--- EXERCISE PROMPT ---
Check every line of the entries for "dori", and copy the lines that hold it.

--- DATASET EXCERPTS ---
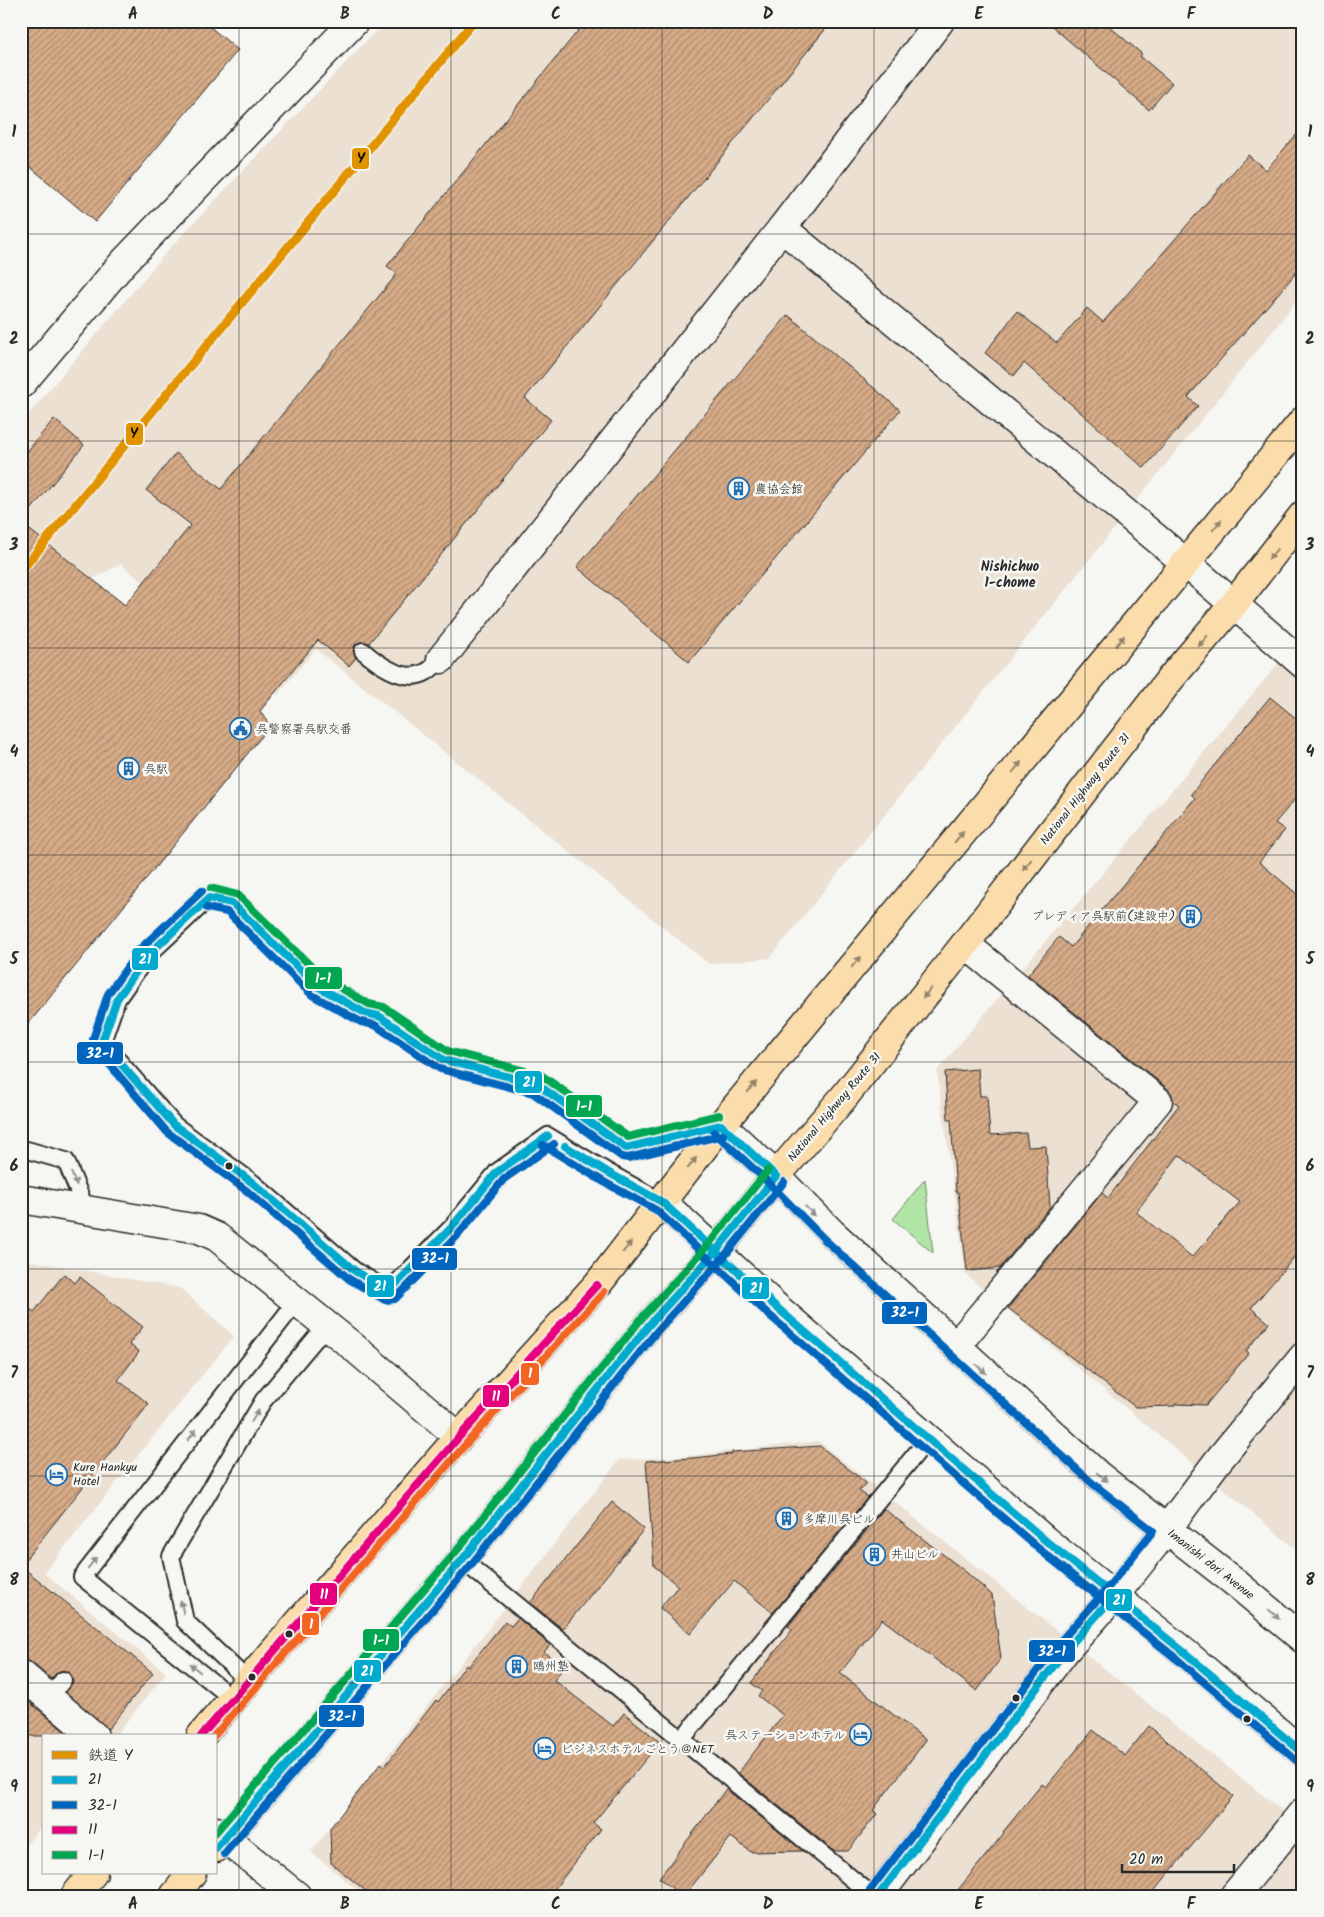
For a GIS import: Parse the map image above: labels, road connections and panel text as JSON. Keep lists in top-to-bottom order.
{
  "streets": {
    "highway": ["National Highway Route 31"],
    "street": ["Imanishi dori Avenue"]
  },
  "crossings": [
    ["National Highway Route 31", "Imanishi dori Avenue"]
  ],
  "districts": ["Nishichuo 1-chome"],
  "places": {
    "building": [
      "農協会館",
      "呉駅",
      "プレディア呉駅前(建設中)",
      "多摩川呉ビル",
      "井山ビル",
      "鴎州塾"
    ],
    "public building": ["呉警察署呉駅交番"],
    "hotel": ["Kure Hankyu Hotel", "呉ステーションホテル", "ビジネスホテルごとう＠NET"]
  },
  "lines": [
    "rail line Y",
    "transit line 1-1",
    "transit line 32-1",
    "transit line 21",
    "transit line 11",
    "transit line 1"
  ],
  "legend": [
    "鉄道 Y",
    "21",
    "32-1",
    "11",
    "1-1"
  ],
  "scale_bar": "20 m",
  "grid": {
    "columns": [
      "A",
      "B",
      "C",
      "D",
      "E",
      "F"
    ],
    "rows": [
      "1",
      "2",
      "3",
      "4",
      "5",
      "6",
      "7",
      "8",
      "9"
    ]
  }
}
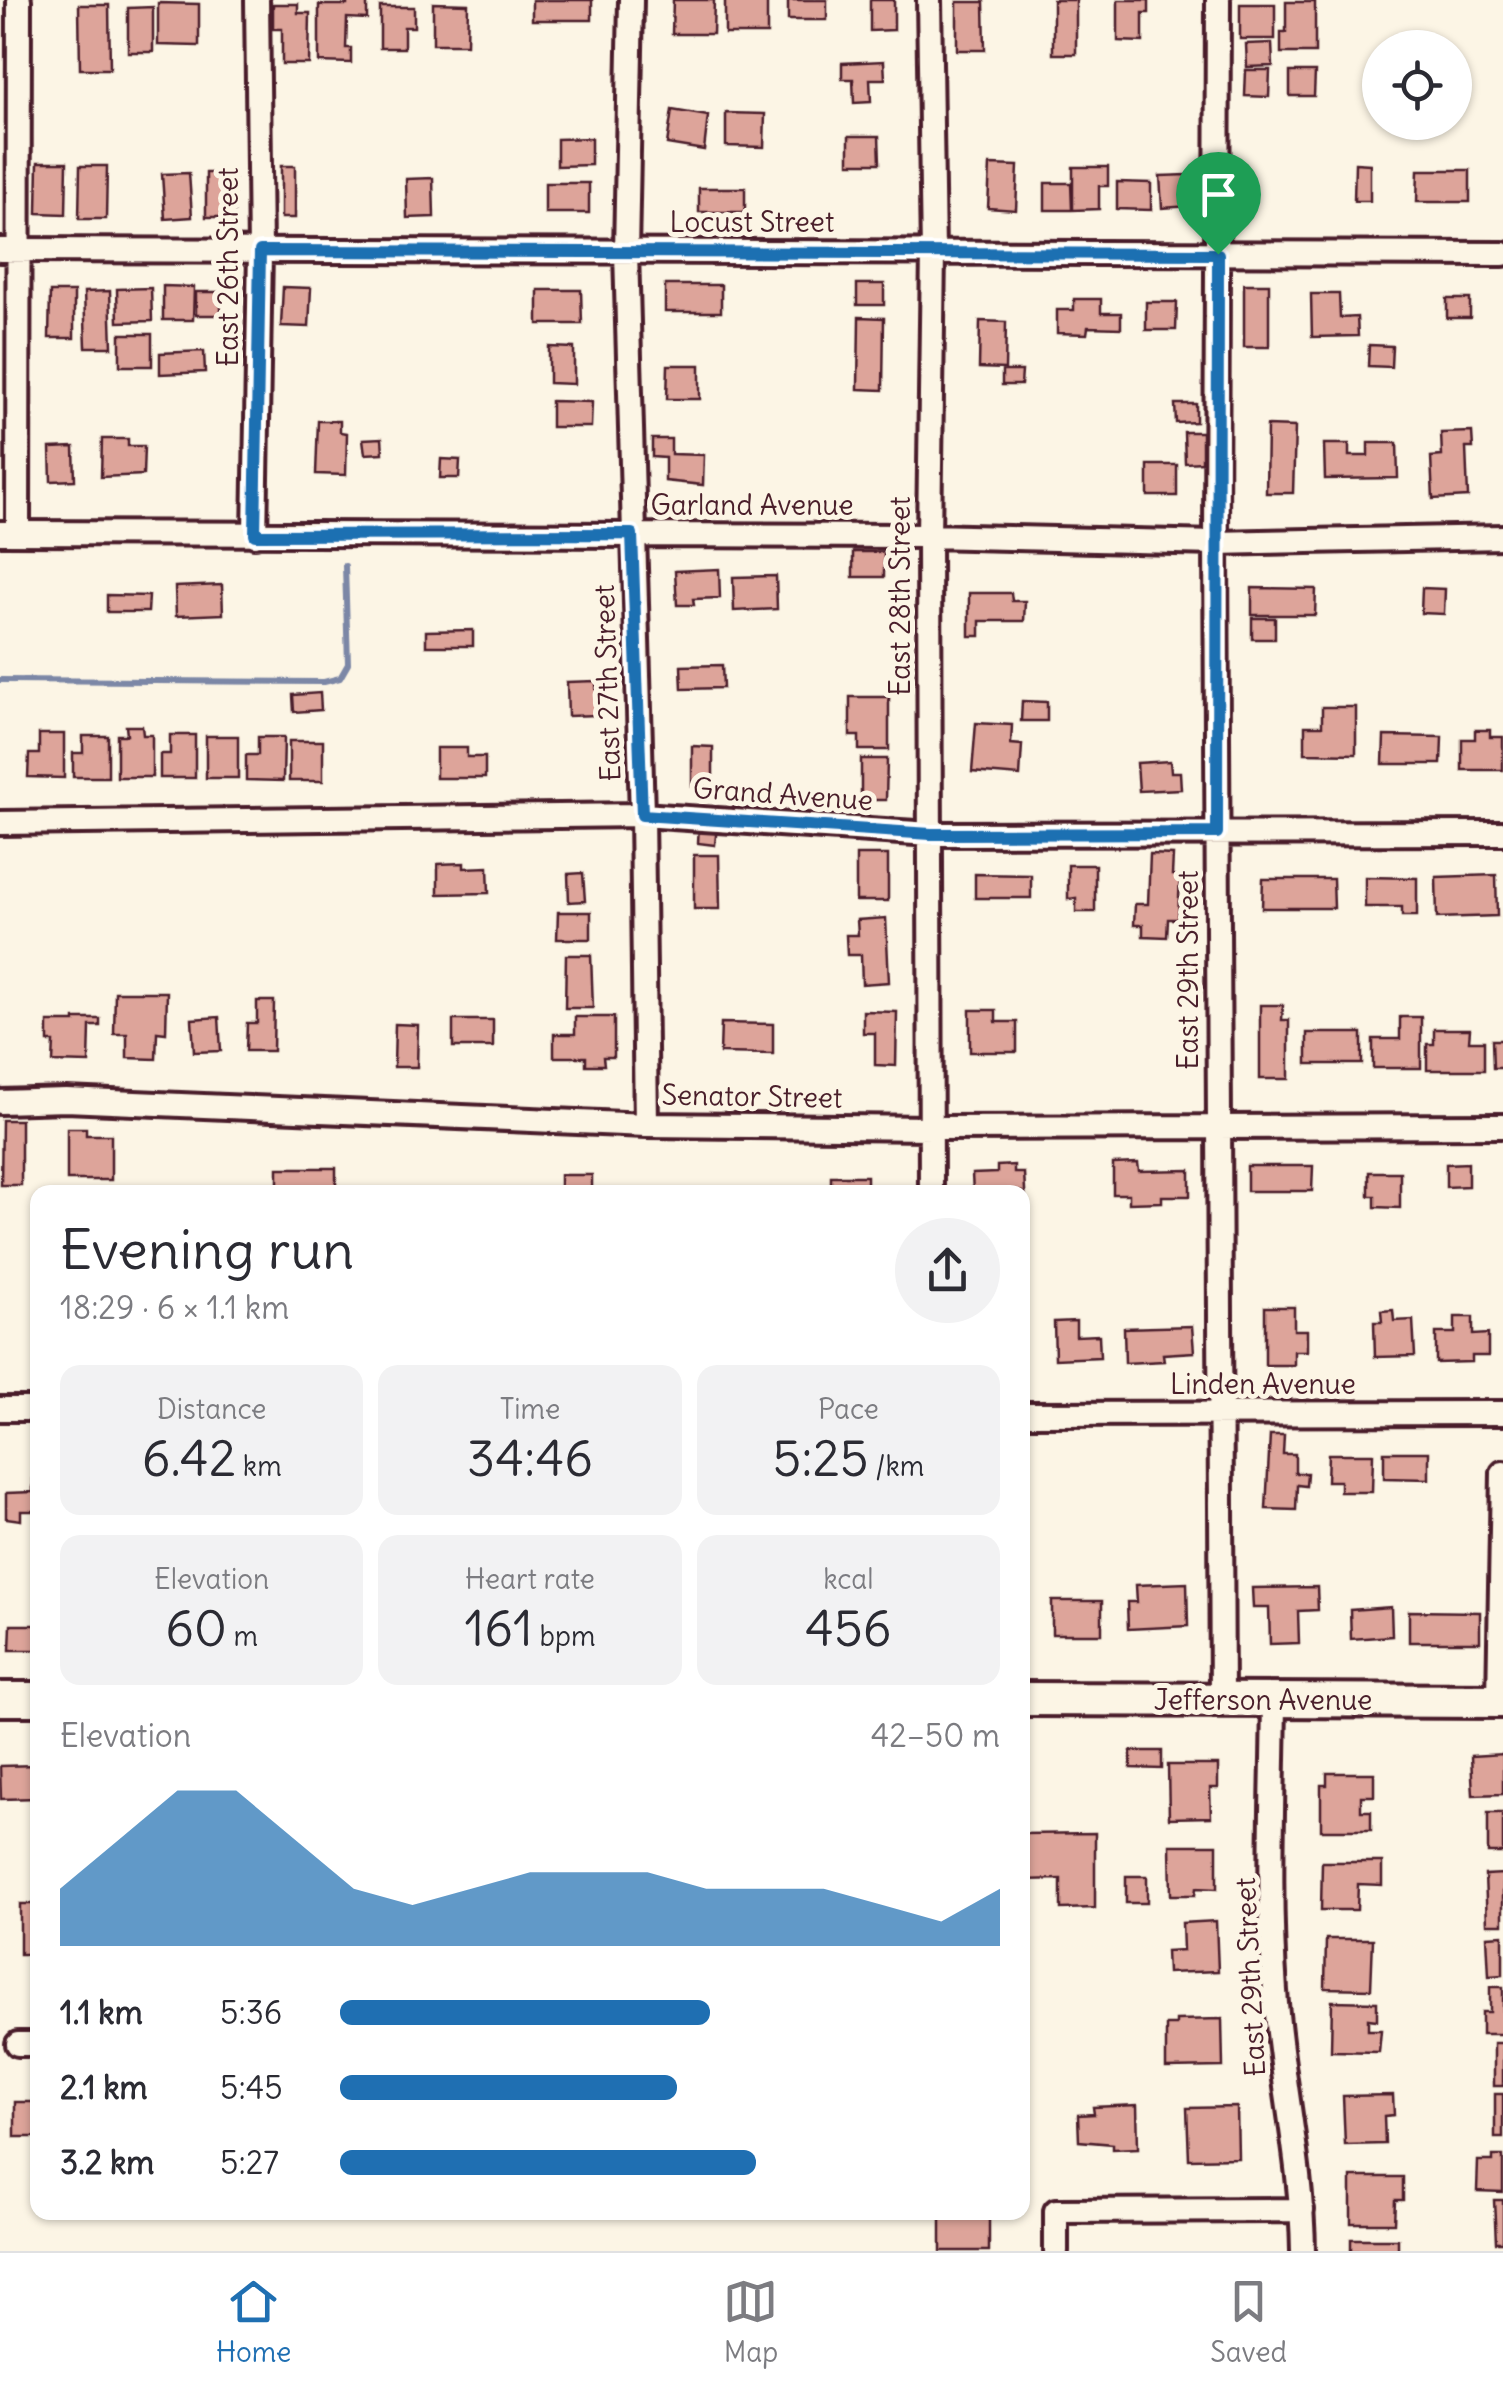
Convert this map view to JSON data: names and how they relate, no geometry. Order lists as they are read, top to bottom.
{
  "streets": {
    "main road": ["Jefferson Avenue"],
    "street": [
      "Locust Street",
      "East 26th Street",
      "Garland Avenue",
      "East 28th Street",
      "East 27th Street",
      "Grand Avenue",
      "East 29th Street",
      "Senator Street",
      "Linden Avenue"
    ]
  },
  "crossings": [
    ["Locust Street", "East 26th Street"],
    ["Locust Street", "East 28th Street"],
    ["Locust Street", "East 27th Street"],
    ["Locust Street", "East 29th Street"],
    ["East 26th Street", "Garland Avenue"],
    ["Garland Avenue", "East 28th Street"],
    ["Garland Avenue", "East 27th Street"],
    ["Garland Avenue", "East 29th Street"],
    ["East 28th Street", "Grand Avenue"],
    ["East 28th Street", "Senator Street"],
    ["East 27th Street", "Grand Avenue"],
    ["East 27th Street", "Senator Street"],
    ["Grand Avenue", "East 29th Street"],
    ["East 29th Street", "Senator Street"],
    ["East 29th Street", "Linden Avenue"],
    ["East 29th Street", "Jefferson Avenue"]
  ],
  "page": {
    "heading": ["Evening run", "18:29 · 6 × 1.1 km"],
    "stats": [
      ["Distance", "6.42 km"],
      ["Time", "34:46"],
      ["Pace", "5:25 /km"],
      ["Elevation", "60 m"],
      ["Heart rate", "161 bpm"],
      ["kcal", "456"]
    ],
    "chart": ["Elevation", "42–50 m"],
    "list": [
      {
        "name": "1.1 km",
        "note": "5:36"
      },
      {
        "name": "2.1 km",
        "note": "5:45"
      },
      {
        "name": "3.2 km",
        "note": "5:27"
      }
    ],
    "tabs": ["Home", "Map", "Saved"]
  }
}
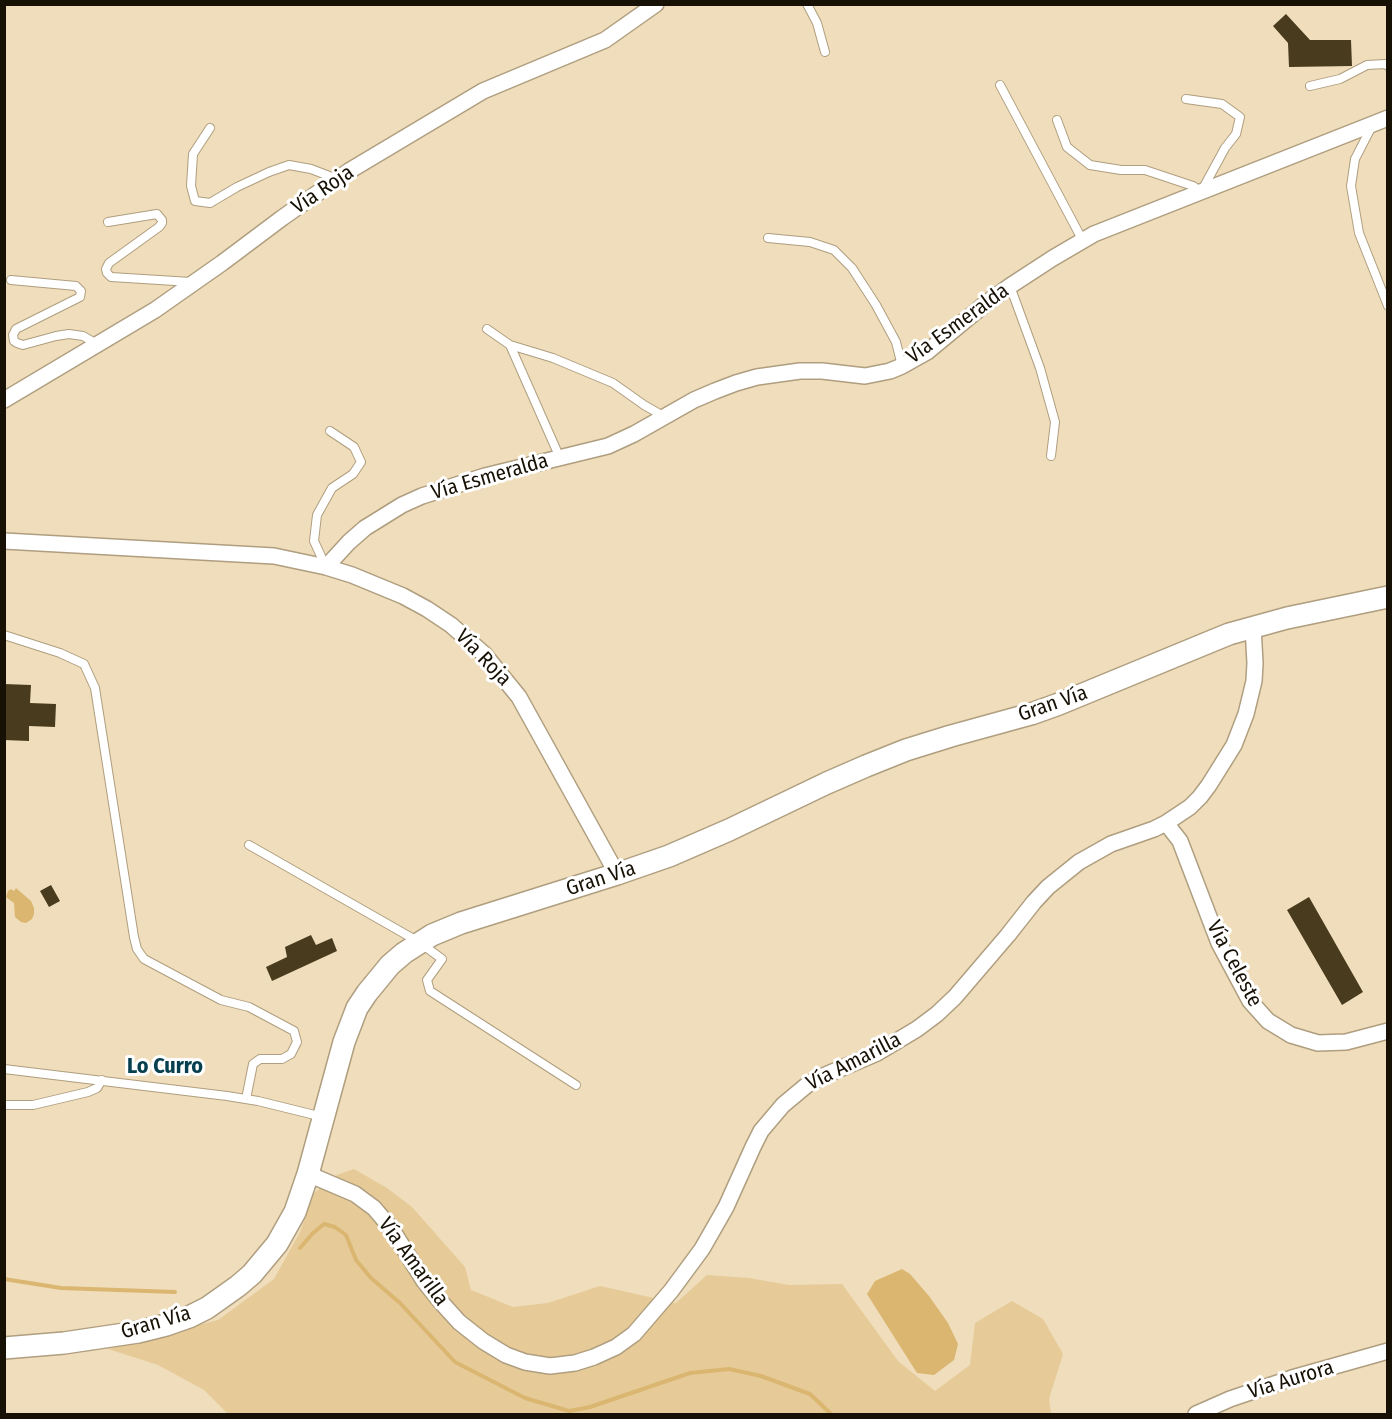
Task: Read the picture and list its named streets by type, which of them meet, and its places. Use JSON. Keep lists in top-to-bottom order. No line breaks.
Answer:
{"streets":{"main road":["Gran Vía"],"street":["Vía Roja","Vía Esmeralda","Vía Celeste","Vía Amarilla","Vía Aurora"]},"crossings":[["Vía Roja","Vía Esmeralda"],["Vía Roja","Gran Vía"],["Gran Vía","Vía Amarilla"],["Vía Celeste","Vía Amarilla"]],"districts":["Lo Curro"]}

--- SOLUTION TO THE PROBLEM ---
    "street": ["Imanishi dori Avenue"]
    ["National Highway Route 31", "Imanishi dori Avenue"]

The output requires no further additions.